Items listed in a dataset:
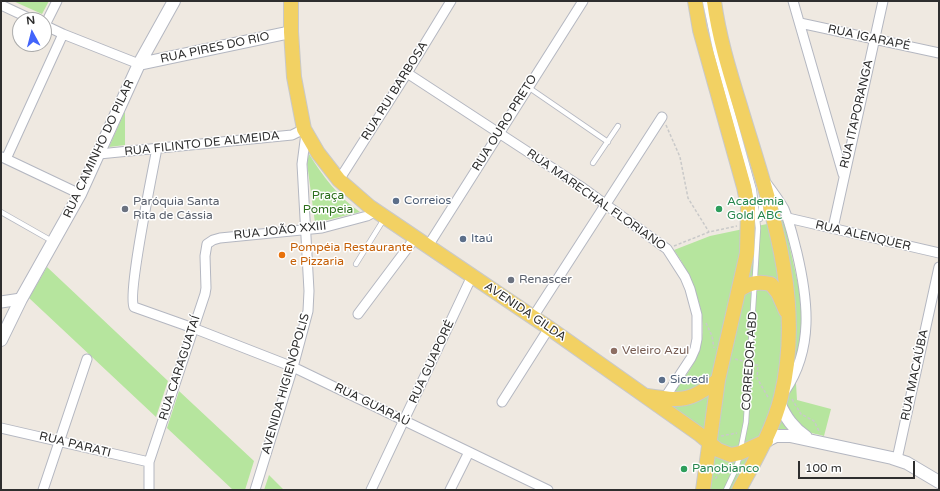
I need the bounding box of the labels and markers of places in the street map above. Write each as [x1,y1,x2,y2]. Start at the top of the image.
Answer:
place label: Correios [404,194,451,208]
place label: Paróquia Santa Rita de Cássia [133,195,220,223]
place label: Academia Gold ABC [727,195,784,223]
marker: Correios [391,196,401,206]
marker: Paróquia Santa Rita de Cássia [120,204,130,214]
marker: Academia Gold ABC [714,204,724,214]
place label: Itaú [471,232,493,246]
marker: Itaú [458,234,468,244]
place label: Pompéia Restaurante e Pizzaria [290,241,413,269]
marker: Pompéia Restaurante e Pizzaria [277,250,287,260]
place label: Renascer [519,273,572,287]
marker: Renascer [506,275,516,285]
place label: Veleiro Azul [622,344,689,358]
marker: Veleiro Azul [609,346,619,356]
place label: Sicredi [670,373,708,387]
marker: Sicredi [657,375,667,385]
place label: Panobianco [692,462,759,476]
marker: Panobianco [679,464,689,474]

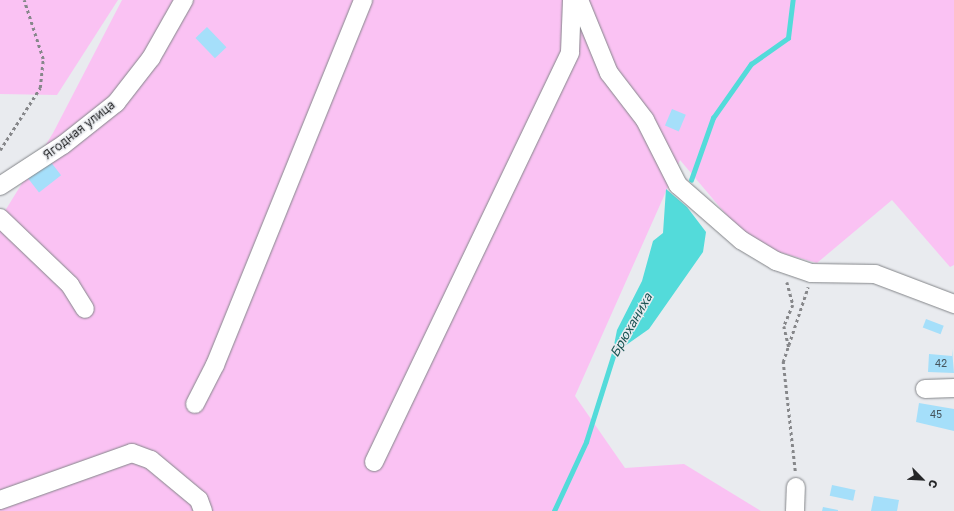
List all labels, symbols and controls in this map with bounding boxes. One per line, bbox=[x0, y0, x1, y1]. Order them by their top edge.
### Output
street label: Ягодная улица bbox=[40, 98, 118, 162]
water label: Брюханиха bbox=[606, 290, 656, 360]
house number: 42 bbox=[935, 358, 947, 370]
house number: 45 bbox=[930, 409, 942, 421]
north arrow bbox=[902, 459, 942, 499]
text: С bbox=[926, 478, 941, 490]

▶ _How to complete this task_
Nothing but the lines from the one containing "List all labels, symbols" through the last line of the data above should be given again, each exactly as it stands.

▶ _Exercise result_
List all labels, symbols and controls in this map with bounding boxes. One per line, bbox=[x0, y0, x1, y1]. Order them by their top edge.
### Output
street label: Ягодная улица bbox=[40, 98, 118, 162]
water label: Брюханиха bbox=[606, 290, 656, 360]
house number: 42 bbox=[935, 358, 947, 370]
house number: 45 bbox=[930, 409, 942, 421]
north arrow bbox=[902, 459, 942, 499]
text: С bbox=[926, 478, 941, 490]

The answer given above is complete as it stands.